▸ THE TASK: Without leaving anything out, print every line of the data.

▸ DATA EXCERPTS:

<<<<

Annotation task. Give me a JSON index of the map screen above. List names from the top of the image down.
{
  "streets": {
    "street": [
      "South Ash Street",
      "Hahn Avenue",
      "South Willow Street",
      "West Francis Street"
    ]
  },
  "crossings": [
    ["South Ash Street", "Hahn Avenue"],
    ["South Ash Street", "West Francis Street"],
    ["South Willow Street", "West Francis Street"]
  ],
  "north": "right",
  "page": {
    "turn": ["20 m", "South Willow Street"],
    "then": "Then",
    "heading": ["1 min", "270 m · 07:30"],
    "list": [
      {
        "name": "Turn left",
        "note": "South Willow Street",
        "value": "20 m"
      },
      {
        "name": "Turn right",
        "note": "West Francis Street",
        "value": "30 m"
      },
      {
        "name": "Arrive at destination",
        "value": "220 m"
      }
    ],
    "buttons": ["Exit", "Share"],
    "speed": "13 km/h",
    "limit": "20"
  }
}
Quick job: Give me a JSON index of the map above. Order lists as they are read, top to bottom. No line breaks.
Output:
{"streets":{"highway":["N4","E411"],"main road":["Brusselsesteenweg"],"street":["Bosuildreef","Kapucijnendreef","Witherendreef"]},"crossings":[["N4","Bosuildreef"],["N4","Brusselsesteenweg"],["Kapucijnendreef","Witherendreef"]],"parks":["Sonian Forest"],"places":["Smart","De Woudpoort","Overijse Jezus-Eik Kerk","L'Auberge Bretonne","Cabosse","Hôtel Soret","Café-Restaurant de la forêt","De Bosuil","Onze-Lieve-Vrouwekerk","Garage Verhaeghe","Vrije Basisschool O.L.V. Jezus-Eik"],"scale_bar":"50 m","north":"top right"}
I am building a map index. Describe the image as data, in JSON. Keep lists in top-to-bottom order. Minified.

>>>>

▸ TASK ANSWER:
Annotation task. Give me a JSON index of the map screen above. List names from the top of the image down.
{
  "streets": {
    "street": [
      "South Ash Street",
      "Hahn Avenue",
      "South Willow Street",
      "West Francis Street"
    ]
  },
  "crossings": [
    ["South Ash Street", "Hahn Avenue"],
    ["South Ash Street", "West Francis Street"],
    ["South Willow Street", "West Francis Street"]
  ],
  "north": "right",
  "page": {
    "turn": ["20 m", "South Willow Street"],
    "then": "Then",
    "heading": ["1 min", "270 m · 07:30"],
    "list": [
      {
        "name": "Turn left",
        "note": "South Willow Street",
        "value": "20 m"
      },
      {
        "name": "Turn right",
        "note": "West Francis Street",
        "value": "30 m"
      },
      {
        "name": "Arrive at destination",
        "value": "220 m"
      }
    ],
    "buttons": ["Exit", "Share"],
    "speed": "13 km/h",
    "limit": "20"
  }
}
Quick job: Give me a JSON index of the map above. Order lists as they are read, top to bottom. No line breaks.
Output:
{"streets":{"highway":["N4","E411"],"main road":["Brusselsesteenweg"],"street":["Bosuildreef","Kapucijnendreef","Witherendreef"]},"crossings":[["N4","Bosuildreef"],["N4","Brusselsesteenweg"],["Kapucijnendreef","Witherendreef"]],"parks":["Sonian Forest"],"places":["Smart","De Woudpoort","Overijse Jezus-Eik Kerk","L'Auberge Bretonne","Cabosse","Hôtel Soret","Café-Restaurant de la forêt","De Bosuil","Onze-Lieve-Vrouwekerk","Garage Verhaeghe","Vrije Basisschool O.L.V. Jezus-Eik"],"scale_bar":"50 m","north":"top right"}
I am building a map index. Describe the image as data, in JSON. Keep lists in top-to-bottom order. Minified.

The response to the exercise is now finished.